Catch the beauty bug
Friendly bacteria aren't just good for your tummy – they can boost your skin, too
Micro miracles: Eating probiotic yoghurt isn't the only way to get the best out of bacteria
Many people believe that the so-called ‘friendly bacteria’ in yoghurts do wonders for the digestion. New research even claims that these ingredients can help boost our immune systems and control weight.
But probiotics (beneficial bacteria) and prebiotics (essential fuel for the beneficial bacteria) aren’t only good for our tummies, they’re also the latest buzzword in beauty — tackling everything from acne to ageing, skin sensitivity to dehydration.
Clinique, Lancome, Chantecaille, Nude and Revive are just a few of the brands injecting bugs into anti-ageing serums and moisturisers in the belief they help soothe and plump the skin — and can even turn back the clock.
The idea is that probiotics and
prebiotics can improve the balance of bacteria in your skin, in the same
way they are known to improve it in your gut.
all have good and bad bacteria already present in our skin, called skin
microflora. However, anything from overly astringent cleansers to
sunburn and alcohol can disturb the balance of bacteria, which, in turn,
affects the skin, causing it to become sensitive or develop acne or
Two respected studies have shown that topical probiotics significantly helped eczema and acne by restoring levels of ‘good’ bacteria in the skin.
But before you start slapping a yoghurt drink on your face, experts say that the probiotics used in creams are designed to penetrate the skin in a way that live yoghurt is not able to. They also contain different strains of bacteria.
Clinique has been researching the beauty benefits of friendly bacteria for the past ten years and has found that probiotic creams soothe general irritation and inflammation — which is why it has added a bacteria called Lactobacillus to its Redness Solutions Makeup.

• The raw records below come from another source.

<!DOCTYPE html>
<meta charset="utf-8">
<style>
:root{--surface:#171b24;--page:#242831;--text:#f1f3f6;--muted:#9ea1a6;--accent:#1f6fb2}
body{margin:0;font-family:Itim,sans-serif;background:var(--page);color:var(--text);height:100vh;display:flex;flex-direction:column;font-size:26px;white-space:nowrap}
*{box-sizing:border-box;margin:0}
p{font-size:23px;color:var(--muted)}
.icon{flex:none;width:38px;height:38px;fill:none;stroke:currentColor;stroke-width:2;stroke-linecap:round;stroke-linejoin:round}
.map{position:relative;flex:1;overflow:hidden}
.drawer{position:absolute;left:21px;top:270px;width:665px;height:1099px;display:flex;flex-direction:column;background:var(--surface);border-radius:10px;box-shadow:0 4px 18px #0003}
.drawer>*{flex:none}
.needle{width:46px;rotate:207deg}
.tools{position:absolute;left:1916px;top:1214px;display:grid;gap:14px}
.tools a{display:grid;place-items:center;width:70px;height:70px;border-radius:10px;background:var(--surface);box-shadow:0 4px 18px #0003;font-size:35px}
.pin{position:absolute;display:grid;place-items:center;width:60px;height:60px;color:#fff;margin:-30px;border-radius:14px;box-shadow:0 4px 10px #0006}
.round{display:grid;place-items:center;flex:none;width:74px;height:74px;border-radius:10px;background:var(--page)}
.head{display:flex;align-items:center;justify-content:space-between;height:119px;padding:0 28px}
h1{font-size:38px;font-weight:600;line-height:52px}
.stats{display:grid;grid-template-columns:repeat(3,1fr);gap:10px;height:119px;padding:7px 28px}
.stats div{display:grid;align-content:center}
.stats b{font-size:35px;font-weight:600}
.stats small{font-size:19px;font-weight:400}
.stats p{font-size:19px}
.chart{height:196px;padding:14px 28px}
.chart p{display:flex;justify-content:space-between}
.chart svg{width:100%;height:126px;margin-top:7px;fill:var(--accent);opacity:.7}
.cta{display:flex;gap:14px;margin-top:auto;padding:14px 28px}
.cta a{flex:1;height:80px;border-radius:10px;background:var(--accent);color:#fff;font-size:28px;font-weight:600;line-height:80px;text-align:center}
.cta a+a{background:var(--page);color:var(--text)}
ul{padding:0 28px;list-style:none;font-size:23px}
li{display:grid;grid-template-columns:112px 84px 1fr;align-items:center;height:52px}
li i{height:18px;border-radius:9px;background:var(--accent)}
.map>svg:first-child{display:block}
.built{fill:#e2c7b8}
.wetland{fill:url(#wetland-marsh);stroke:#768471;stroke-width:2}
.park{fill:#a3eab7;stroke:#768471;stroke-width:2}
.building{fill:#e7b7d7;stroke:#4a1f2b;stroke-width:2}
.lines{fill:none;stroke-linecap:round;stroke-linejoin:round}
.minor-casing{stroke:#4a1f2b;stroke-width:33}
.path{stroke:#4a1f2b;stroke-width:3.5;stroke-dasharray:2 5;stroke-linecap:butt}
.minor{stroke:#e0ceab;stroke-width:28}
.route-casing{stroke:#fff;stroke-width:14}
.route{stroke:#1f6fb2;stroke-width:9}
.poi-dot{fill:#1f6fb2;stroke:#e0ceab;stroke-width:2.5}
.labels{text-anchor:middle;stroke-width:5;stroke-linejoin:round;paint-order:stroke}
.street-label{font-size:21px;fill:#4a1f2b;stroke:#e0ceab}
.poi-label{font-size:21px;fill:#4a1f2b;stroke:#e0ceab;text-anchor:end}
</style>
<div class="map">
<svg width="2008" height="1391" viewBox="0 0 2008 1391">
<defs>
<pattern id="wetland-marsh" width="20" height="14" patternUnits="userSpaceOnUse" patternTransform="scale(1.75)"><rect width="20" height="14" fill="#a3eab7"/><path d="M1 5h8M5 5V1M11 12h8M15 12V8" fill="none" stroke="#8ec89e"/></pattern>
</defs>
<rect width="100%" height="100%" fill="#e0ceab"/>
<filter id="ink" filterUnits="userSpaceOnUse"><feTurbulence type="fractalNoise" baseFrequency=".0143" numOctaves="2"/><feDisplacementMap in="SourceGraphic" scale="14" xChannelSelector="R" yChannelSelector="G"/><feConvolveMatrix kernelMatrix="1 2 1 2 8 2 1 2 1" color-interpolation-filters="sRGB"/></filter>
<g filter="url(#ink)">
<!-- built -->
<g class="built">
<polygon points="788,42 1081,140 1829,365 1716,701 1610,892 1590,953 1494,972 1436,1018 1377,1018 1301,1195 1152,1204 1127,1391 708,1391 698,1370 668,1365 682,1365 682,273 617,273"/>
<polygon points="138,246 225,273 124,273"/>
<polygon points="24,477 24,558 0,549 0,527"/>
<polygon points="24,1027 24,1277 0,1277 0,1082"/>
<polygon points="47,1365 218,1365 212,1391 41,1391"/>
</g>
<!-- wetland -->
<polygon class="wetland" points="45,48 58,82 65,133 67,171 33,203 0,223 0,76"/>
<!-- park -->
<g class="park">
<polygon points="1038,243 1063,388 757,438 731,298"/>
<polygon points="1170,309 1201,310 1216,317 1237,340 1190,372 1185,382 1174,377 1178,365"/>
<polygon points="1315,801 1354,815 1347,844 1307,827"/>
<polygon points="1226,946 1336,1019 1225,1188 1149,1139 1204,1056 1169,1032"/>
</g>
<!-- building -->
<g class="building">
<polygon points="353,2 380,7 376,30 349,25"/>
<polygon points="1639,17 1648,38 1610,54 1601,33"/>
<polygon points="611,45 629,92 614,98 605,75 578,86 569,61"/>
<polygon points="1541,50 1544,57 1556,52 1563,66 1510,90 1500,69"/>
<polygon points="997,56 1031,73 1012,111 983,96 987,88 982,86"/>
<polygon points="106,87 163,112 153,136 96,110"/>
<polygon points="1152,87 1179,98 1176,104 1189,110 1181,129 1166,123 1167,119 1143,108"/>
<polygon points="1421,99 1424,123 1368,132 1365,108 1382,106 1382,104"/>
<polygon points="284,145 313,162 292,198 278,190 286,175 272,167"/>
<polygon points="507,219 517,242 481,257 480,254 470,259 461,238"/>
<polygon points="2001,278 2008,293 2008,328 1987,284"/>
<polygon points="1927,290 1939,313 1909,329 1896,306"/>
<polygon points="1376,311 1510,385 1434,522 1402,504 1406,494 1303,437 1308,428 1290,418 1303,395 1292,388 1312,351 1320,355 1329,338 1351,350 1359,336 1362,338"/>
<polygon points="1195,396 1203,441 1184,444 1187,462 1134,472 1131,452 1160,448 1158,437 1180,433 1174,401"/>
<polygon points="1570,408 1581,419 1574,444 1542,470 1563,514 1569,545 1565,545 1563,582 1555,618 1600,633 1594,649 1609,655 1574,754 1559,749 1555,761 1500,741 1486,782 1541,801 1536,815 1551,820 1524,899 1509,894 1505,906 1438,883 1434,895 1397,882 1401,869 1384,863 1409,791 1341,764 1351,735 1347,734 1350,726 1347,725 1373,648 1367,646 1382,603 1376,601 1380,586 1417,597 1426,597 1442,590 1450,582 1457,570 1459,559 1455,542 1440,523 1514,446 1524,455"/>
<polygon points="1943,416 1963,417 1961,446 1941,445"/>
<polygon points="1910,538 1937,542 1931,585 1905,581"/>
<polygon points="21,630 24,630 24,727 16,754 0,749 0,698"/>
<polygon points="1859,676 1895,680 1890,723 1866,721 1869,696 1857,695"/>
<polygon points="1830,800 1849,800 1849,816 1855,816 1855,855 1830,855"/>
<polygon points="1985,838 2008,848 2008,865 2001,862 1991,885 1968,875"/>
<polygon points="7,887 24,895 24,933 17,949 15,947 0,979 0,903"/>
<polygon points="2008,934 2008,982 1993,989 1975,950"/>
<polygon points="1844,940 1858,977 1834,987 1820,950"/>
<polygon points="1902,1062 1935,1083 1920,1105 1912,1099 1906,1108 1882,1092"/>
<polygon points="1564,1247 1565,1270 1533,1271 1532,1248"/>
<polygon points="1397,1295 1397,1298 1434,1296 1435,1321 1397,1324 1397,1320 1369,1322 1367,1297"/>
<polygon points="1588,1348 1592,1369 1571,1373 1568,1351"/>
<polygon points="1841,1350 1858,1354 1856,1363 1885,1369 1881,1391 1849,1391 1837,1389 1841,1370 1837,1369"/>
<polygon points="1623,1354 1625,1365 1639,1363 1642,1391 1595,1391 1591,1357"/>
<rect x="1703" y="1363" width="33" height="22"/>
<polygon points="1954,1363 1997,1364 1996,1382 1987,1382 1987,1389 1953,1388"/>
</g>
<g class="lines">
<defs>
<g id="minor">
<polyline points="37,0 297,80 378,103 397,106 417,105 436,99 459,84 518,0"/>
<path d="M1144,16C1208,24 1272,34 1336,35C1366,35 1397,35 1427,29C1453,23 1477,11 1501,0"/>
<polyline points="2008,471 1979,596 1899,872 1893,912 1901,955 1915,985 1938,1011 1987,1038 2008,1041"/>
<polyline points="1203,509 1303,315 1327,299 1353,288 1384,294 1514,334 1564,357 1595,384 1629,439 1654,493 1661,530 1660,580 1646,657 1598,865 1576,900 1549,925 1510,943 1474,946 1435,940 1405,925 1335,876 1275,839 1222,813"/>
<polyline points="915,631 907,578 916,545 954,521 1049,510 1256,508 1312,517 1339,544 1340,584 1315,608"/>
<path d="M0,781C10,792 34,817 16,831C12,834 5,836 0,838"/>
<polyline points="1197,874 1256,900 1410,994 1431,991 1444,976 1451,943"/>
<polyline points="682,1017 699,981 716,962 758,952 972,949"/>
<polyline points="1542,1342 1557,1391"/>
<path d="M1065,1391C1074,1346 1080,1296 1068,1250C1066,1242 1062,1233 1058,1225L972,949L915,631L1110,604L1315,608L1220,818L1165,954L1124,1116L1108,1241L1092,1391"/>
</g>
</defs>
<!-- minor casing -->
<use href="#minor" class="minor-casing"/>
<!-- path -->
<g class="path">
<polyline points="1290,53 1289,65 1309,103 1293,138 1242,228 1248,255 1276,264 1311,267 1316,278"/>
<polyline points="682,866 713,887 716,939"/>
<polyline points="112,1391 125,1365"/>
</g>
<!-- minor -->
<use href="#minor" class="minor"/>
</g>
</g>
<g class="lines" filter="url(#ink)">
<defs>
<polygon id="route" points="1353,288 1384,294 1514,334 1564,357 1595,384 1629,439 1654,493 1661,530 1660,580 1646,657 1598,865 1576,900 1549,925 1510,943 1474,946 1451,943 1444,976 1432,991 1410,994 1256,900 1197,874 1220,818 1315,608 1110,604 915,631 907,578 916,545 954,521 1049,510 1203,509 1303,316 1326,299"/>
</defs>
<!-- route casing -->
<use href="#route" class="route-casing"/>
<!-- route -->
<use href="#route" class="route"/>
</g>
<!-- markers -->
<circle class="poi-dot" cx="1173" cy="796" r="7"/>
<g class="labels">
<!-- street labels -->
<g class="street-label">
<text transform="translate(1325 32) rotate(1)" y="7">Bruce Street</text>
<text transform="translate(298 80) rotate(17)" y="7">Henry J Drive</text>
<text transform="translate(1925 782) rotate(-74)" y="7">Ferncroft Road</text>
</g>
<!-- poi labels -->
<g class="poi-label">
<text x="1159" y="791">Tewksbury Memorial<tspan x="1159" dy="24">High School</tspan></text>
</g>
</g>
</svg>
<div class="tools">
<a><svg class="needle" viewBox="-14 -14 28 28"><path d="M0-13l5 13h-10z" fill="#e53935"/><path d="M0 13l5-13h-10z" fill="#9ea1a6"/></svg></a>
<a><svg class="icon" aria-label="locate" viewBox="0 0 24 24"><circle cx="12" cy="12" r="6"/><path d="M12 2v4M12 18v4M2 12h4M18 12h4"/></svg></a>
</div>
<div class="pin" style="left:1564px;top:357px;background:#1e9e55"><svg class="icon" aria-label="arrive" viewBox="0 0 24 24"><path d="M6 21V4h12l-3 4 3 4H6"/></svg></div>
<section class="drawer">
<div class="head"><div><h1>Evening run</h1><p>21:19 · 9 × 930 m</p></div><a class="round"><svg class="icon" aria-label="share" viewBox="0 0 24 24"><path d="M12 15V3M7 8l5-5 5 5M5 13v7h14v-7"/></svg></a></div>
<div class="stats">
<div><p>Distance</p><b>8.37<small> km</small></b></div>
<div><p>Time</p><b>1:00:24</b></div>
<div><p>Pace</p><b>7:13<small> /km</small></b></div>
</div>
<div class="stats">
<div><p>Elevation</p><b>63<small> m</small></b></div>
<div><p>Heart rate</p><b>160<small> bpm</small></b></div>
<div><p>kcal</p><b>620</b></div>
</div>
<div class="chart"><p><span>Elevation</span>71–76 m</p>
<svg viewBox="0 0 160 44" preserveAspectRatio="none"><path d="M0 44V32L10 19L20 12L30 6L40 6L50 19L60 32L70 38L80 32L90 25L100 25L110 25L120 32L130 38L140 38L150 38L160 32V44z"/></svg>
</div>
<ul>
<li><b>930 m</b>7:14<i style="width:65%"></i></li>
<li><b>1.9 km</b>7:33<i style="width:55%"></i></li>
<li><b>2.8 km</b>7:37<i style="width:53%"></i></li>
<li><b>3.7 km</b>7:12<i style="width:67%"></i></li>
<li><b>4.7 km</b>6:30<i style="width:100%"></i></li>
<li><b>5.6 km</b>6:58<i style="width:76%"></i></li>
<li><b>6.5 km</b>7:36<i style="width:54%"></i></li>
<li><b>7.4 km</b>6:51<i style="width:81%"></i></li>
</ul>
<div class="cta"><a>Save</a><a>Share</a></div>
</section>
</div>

So can these friendly bugs help reduce signs of ageing as well as soothing skin The British skincare company Nude was the first to develop a whole brand of skincare around friendly bacteria. When it launched its Advanced Cellular Renewal Serum, which contained a very high concentration of probiotics, in September 2010, it sold out worldwide.
Holding back the years: Model Helena Christensen, left, and actress Kim Cattrall are fans of Nude's Advanced Cellular Renewal Moisturiser
Celebrities including Helena Christensen, Uma Thurman, Kim Cattrall and Erin O’Connor claimed it was a ‘knock-out’. Three months ago, the company launched its Advanced Cellular Renewal Moisturiser.
‘We are very excited about how probiotics work with the skin to correct ageing, repairing damage and accelerating cellular renewal, so we use them in high concentrations in all our anti-ageing products,’ says Emma Newman, product manager for Nude.
In a healthy adult colon, there can be up to 500 species of bacteria
‘Probiotics also stimulate the skin’s
immune system, repairing natural defences, preventing collagen damage
and hydrating skin, thereby slowing the ageing process.’
Nude claims that its ‘probiotic technology’ reduces cellular damage by up to 50 per cent, activates cellular renewal by up to 70 per cent while reducing skin irritation by up to 35 per cent, but the trials that came to these conclusions were very small.
Still, Nude is not the only brand to be convinced of the potential of probiotics. Lancome’s top-selling serum Genifique and L’Oreal Paris’s Youth Code contain bacterial extracts for the same reasons.
Sell out: Nude's popular serum contains a high concentration of probiotics
For now, however, the experts urge caution. The research into probiotic creams is still in its infancy and for some the proof that it helps combat wrinkles just isn’t there yet. ‘I think there is a lot of hope and hype here,’ says Dr Nick Lowe, consultant dermatologist.
‘While there is some evidence probiotic creams can help with eczema and acne, the research is not there yet to prove it can be anti-ageing.
‘It’s true that if you can reduce inflammation, you can reduce the rate of ageing, but there are many ways to do this that don’t involve probiotics.
‘People should also understand that normal healthy skin has its own very good system for managing bacteria.’
The experts advise sticking to your probiotic supplements or yoghurts for general well-being and maybe trying probiotic creams if you have sensitive, spot-prone skin.
As for turning back the clock — we’ll have to wait and see.